Suriyeli çocukların bir kısmının ülke halkını bıktırmak için Beşar Esed tarafından Türkiye’ye gönderildiğini savunan Bedir, “Bu dilencilik meselesi Esed’in bir planıdır. Suriye’de binlerce çocuğu Beşar Esed yanına aldı ve bu çocukları birçok kötü işte kullanıyorlar. Esat bu çocukları dilenci olarak Türkiye’ye gönderiyor. Amaçları bu ülkedeki insanların Suriyeli çocuklar tarafından bıktırmasını sağlamaktır. Bu çocuklar rejim tarafından cahil bırakılarak bu hale getirildi.” ifadelerini kullandı.
“Kendini Suriyeli gösterip dilencilik yapanlar var”

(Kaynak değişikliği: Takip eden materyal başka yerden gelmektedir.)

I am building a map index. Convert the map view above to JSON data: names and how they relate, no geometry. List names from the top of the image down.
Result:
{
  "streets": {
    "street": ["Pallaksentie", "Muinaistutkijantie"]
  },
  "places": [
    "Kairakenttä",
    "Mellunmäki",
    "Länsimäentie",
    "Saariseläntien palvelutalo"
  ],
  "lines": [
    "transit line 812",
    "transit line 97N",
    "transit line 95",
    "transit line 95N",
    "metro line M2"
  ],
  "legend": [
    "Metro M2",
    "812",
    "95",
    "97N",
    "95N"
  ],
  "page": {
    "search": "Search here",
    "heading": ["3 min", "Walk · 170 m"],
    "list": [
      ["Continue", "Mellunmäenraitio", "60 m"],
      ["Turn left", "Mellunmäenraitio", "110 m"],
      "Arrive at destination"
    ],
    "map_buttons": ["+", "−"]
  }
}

Suriyeli olmadıkları halde “Suriyeliyim” diye dilencilik yapanların sayısının çok fazla olduğunu ve kendisinin de buna şahit olduğunu ifade eden Bedir, “Suriyeli olmadıkları halde, Suriyeliyim diye dilencilik yapanlar var. Dilencilik konusu, bu durumda çoğu kişiler tarafından istismar ediliyor. Bu olaya İstanbul Fatih Camii önünde şahit oldum. Bir anne bir bebeği mermerin üstüne koymuş, elini açmış dileniyor. Gördüğüm bu manzaradan sonra kadının yanına gittim ve dedim ki ‘sen anne olsaydın kendi yavrunu mermerin üstüne koymazdın.’ Cevap vermeyince tekrar sordum; ‘kızım nereden gelmişsin?’ dedim. ‘Halep’ dedi. Tekrar sordum; ‘Halep’in hangi mahallesi’ dedim. Sorduğum son soruyla beraber tedirgin bir şekilde ‘hayır, hayır ben Humus’luyum’ şeklinde değiştirdi. Yine aynı şekilde başka bir dilenci gördüm. Ona da ‘senin bu konuşman Suriye lehçesi değil ki’ dedim. O da bana, ‘sen Arapça biliyorsan öğret ki dilenciler artsın’ dedi. Her ne olursa olsun Suriyeli insanlarda onur var. Bu istismarlar yüzünden çok yanlış bir algı oluşturulmuş.” şeklinde konuştu.
“Esed rejimi Türkiye’nin güçlü bir ülke olmasını istemiyor”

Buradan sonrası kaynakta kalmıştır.